道徳感情の複合性

  • とにかく殺すのは悪い
  • 先に殺した方が悪い
  • 殺すのをやめない方が悪い
  • たくさん殺した方が悪い
  • 正当な理由なく殺した方が悪い
  • 無抵抗な(ないし圧倒的に弱い)相手を殺すのは悪い
  • 違法な殺害は悪い
  • 残虐な、あるいは汚い手段で殺すのは悪い

……
このリストは暫定的なもので網羅的でもなければ分析しつくされたものでもないけれど、ともあれ「殺人」という現象を前にした時に私たちのうちに立ち上がる道徳感情は、こうした複数の原則が複雑に相互作用しあった結果だということはできるのではないか。意識的に特定の原則に全面的にコミットすることを選択した人(例えば絶対的非暴力主義者)以外は、上記の原則のいずれか一つだけにしたがってすべての「殺人」を評価することには困難を覚えるはずだ。例えば、「残虐な、あるいは汚い手段」での殺人であっても、殺される側が「先に殺した」「正当な理由なく殺した」という条件を満たしてしまっている場合−−典型的には「復讐」の場合、人々の共感を少なからず集めることがあるわけだ。
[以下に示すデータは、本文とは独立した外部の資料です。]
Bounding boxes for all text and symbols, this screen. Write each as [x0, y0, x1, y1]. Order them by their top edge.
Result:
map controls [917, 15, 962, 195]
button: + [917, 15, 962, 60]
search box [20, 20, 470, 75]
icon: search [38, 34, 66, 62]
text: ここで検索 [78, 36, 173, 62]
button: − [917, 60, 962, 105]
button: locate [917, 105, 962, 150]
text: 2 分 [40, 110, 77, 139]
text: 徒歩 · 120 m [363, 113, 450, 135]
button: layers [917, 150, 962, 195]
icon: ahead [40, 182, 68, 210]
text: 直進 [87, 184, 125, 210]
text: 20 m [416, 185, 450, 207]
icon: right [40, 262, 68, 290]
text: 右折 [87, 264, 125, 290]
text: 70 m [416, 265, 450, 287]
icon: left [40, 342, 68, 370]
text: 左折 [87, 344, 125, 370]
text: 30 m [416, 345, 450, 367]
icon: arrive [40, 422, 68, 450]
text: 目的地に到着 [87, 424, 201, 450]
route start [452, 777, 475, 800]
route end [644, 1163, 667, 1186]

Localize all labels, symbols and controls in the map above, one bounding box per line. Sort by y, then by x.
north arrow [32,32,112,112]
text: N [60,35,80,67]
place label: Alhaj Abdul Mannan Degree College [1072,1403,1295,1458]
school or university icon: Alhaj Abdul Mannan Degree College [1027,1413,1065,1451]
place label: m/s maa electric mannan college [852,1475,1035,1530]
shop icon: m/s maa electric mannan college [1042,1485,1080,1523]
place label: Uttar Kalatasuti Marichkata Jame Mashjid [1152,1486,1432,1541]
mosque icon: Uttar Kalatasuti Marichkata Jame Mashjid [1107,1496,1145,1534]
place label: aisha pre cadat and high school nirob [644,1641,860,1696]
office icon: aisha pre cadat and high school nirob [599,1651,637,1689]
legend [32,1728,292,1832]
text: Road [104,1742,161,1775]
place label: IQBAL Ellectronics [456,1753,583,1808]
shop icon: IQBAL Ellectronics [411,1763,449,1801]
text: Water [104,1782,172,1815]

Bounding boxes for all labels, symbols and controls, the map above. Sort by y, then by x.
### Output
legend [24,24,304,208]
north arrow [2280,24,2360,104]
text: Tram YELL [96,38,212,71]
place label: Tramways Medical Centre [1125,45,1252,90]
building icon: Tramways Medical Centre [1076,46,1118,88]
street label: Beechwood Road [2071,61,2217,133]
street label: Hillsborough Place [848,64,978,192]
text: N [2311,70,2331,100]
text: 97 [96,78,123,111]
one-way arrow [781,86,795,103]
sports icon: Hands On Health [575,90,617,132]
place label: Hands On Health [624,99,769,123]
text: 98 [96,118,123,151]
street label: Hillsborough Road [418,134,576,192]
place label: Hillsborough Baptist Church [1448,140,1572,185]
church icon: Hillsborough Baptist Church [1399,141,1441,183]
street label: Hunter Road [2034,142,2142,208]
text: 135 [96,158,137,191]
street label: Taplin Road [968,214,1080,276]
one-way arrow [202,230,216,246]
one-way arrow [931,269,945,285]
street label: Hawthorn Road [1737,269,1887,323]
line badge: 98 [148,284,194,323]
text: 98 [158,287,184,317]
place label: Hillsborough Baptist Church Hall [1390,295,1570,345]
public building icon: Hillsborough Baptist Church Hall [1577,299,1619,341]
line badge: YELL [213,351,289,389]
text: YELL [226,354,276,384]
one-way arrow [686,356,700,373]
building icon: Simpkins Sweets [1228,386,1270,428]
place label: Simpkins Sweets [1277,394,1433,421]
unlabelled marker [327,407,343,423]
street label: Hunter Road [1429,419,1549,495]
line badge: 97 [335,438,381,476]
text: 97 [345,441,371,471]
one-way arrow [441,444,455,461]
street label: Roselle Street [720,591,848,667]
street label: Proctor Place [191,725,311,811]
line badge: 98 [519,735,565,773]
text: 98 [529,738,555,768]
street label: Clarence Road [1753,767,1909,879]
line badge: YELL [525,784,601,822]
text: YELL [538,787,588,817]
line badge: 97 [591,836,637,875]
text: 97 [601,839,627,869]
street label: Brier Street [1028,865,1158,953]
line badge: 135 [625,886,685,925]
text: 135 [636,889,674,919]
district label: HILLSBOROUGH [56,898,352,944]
これらの諸原則を、それ自体として(つまり、具体的な場面では例外があるかもしれないけれど一般論としてどう思いますか? と聞かれて)不当であると答える人は殆どいないだろう。しかしこれらに異なる優先順位を与えるだけで、紛争・戦争の両当事者に対する評価が変わることがあり得る。プロパガンダはそれを利用して、特定の原則のみをひたすら強調することがある。日中戦争は「たくさん殺した」「正当な理由なく殺した」「無抵抗な相手を殺した」「違法に殺した」「残虐な手段で殺した」のいずれの点でも日本側を正当化する余地のない戦争だが、『WiLL』や『正論』文化人はひたすら“中国が先に手を出した”と言いうる事例を探し出し、これをテコに戦争全体の評価を逆転させようとしているわけである。
また戦争の評価ともなれば上記のような「殺人」に関する道徳感情それ自体が上位レベルの道徳判断の一要素になってしまうわけなので、「殺人」についての道徳感情にしたがう限りAが悪いとしか思えないのに、Bが悪いと言わざるを得なくなることもありうる。そうした時、抗議する自分の道徳感情をなだめすかすのにもこのプロパガンダの手法は利用可能なのだろう。